Rajasthan BoardEnglish MediumSTD 12 SciencePhysicsNuclei5 Marks
Question
Under certain circumstances, a nucleus can decay by emitting a particle more massive than an $\alpha$ particle. Consider the following decay processes:
$^{223}_{88}\text{Ra}\rightarrow^{209}_{82}\text{Pb}+^{14}_{6}\text{C}$
$^{223}_{88}\text{Ra}\rightarrow^{219}_{86}\text{Rn}+^{4}_{2}\text{He}$
Calculate the $Q-$ values for these decays and determine that both are energetically allowed.

Answer

Take a  $^{14}_{6}\text{C}$ emission nuclear reaction:
$^{223}_{88}\text{Ra}\rightarrow^{209}_{82}\text{Pb}+^{14}_{6}\text{C}$
We know that:
Mass of $^{223}_{88}\text{Ra},\ \text{m}_1=223.01850\text{ u}$
Mass of $^{209}_{82}\text{Pb},\ \text{m}_2=208.98107\text{ u}$
Mass of $^{14}_{6}\text{C },\text{m}_3=14.00324\text{ u}$
Hence, the $Q-$ value of the reaction is given as:
$\text{Q}=(\text{m}_1-\text{m}_2-\text{m}_3)\text{c}^2$
$= (223.01850 - 208.98107 - 14.00324)c^2$
$= (0.03419 c^2) u$
But $1 u = 931.5 MeV/c^2$
$\therefore\ \text{Q}=0.03419\times931.5$
$= 31.848 MeV$
Hence, the $Q-$ value of the nuclear reaction is $31.848 MeV$.
Since the value is positive, the reaction is energetically allowed.

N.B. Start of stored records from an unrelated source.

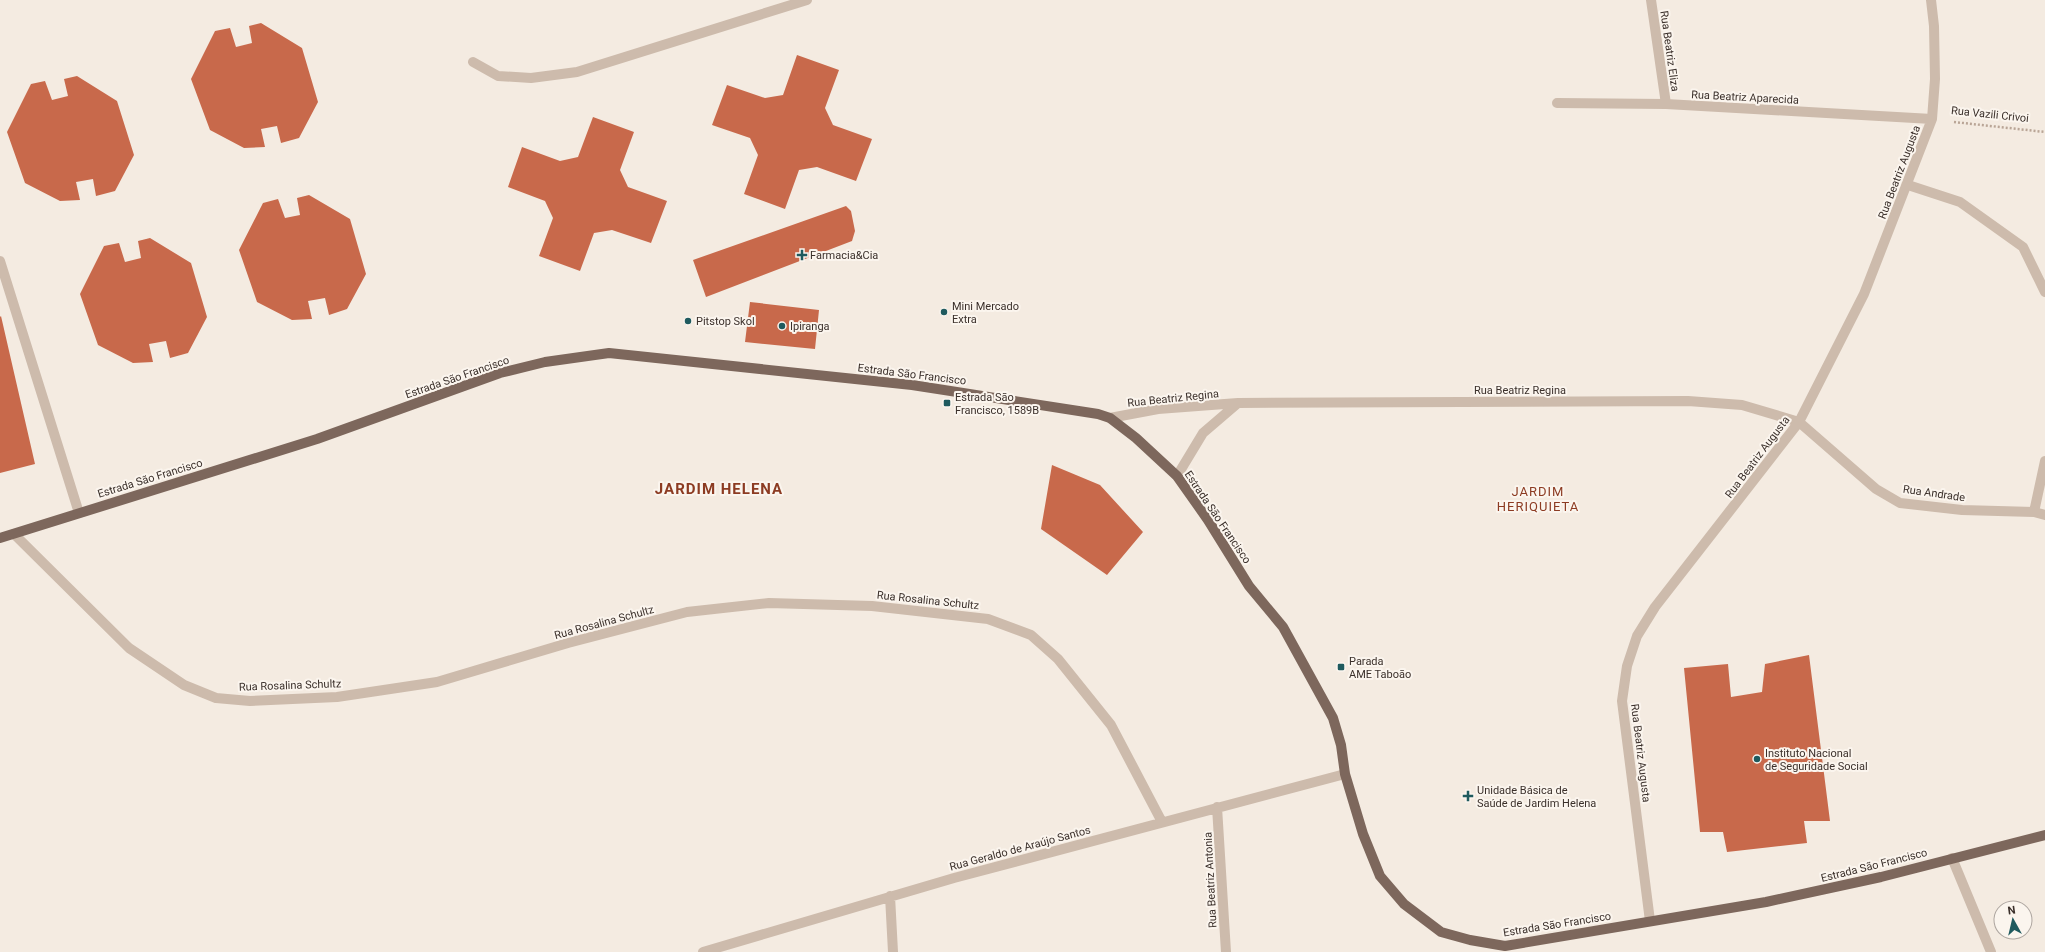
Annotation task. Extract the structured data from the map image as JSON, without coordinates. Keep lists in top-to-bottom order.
{
  "streets": {
    "main road": ["Estrada São Francisco"],
    "street": [
      "Rua Beatriz Eliza",
      "Rua Beatriz Aparecida",
      "Rua Beatriz Augusta",
      "Rua Beatriz Regina",
      "Rua Andrade",
      "Rua Rosalina Schultz",
      "Rua Geraldo de Araújo Santos",
      "Rua Beatriz Antonia"
    ],
    "path": ["Rua Vazili Crivoi"]
  },
  "crossings": [
    ["Rua Beatriz Eliza", "Rua Beatriz Aparecida"],
    ["Rua Beatriz Aparecida", "Rua Vazili Crivoi"],
    ["Rua Beatriz Aparecida", "Rua Beatriz Augusta"],
    ["Rua Vazili Crivoi", "Rua Beatriz Augusta"],
    ["Rua Beatriz Augusta", "Estrada São Francisco"],
    ["Rua Beatriz Augusta", "Rua Beatriz Regina"],
    ["Rua Beatriz Augusta", "Rua Andrade"],
    ["Estrada São Francisco", "Rua Beatriz Regina"],
    ["Estrada São Francisco", "Rua Rosalina Schultz"],
    ["Estrada São Francisco", "Rua Geraldo de Araújo Santos"],
    ["Rua Beatriz Regina", "Rua Andrade"],
    ["Rua Rosalina Schultz", "Rua Geraldo de Araújo Santos"],
    ["Rua Geraldo de Araújo Santos", "Rua Beatriz Antonia"]
  ],
  "districts": ["JARDIM HELENA", "JARDIM HERIQUIETA"],
  "places": {
    "health": ["Farmacia&Cia", "Unidade Básica de Saúde de Jardim Helena"],
    "other": [
      "Mini Mercado Extra",
      "Pitstop Skol",
      "Ipiranga",
      "Instituto Nacional de Seguridade Social"
    ],
    "transit": ["Estrada São Francisco, 1589B", "Parada AME Taboão"]
  },
  "north": "top"
}
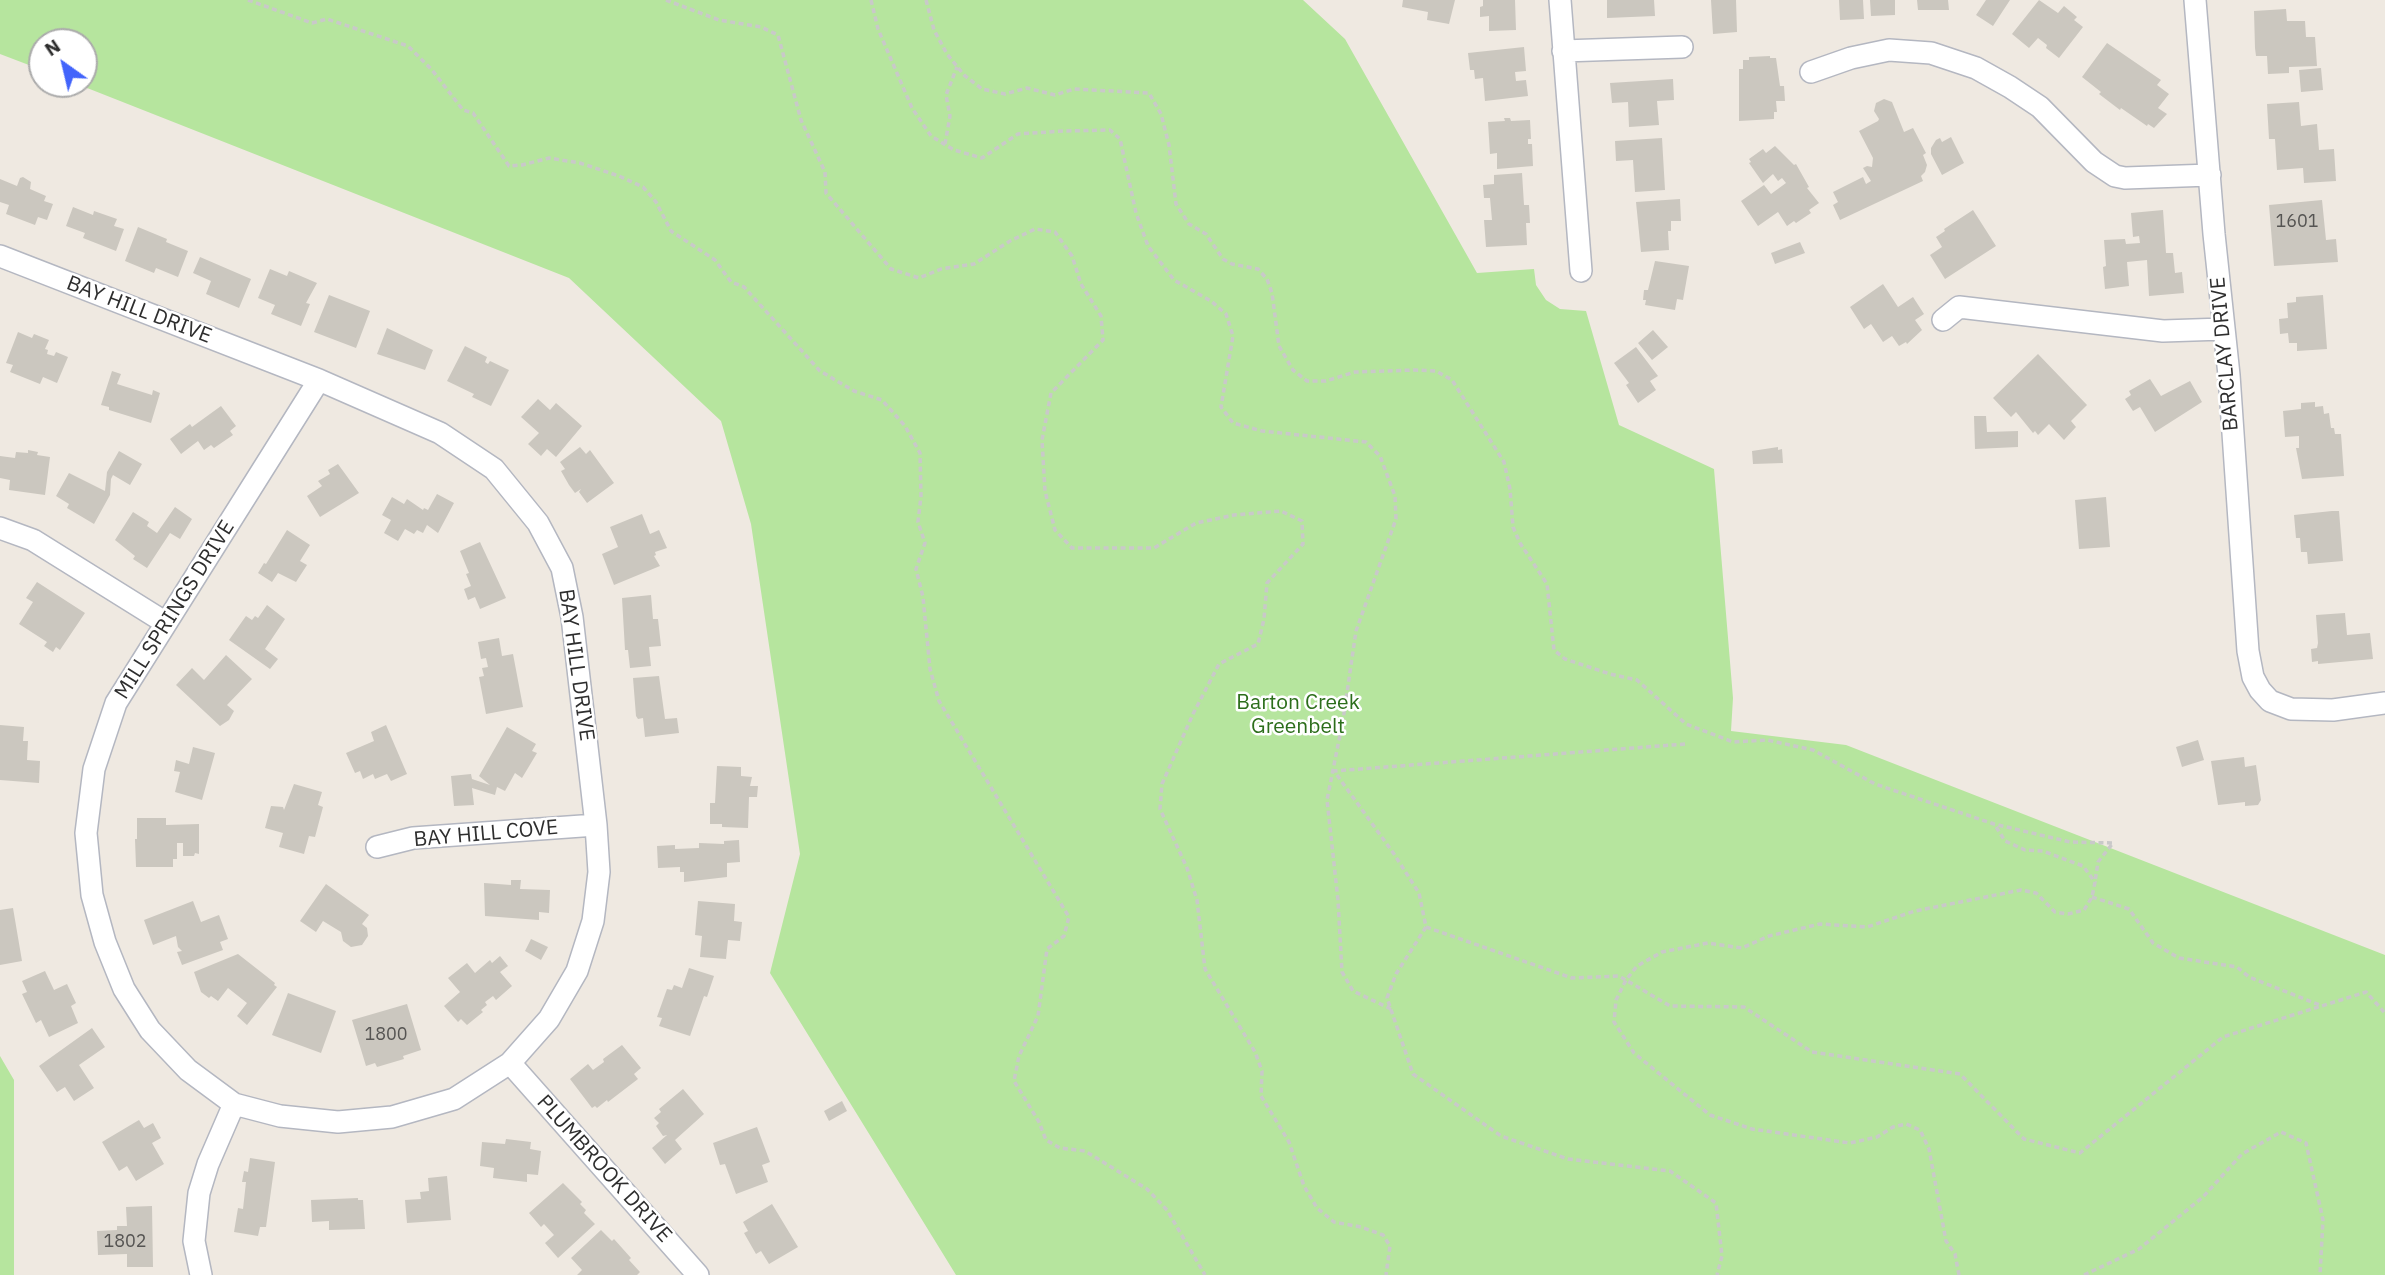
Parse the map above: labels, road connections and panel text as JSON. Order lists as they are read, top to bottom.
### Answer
{
  "streets": {
    "street": [
      "BAY HILL DRIVE",
      "BARCLAY DRIVE",
      "MILL SPRINGS DRIVE",
      "BAY HILL COVE",
      "PLUMBROOK DRIVE"
    ]
  },
  "crossings": [
    ["BAY HILL DRIVE", "MILL SPRINGS DRIVE"],
    ["BAY HILL DRIVE", "BAY HILL COVE"],
    ["BAY HILL DRIVE", "PLUMBROOK DRIVE"]
  ],
  "parks": ["Barton Creek Greenbelt"],
  "house_numbers": ["1601", "1800", "1802"],
  "north": "top left"
}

Now take a $^{4}_{2}\text{He}$ emission nuclear reaction:
$^{223}_{88}\text{Ra}\rightarrow^{219}_{86}\text{Rn}+^{4}_{2}\text{He}$
We know that:
Mass of $^{223}_{88}\text{Ra},\ \text{m}_1=223.01850$
Mass of $^{219}_{82}\text{Rn},\ \text{m}_2=219.00948$
Mass of $^{4}_{2}\text{He },\text{m}_3=4.00260$
$Q-$ value of this nuclear reaction is given as:
$\text{Q}=(\text{m}_1-\text{m}_2-\text{m}_3)\text{c}^2$
$= (223.01850 - 219.00948 - 4.00260)C^2$
$= (0.00642 c^2) u$
$= 0.00642 \times 931.5 = 5.98 MeV$
Hence, the $Q$ value of the second nuclear reaction is $5.98 MeV$.
Since the value is positive, the reaction is energetically allowed.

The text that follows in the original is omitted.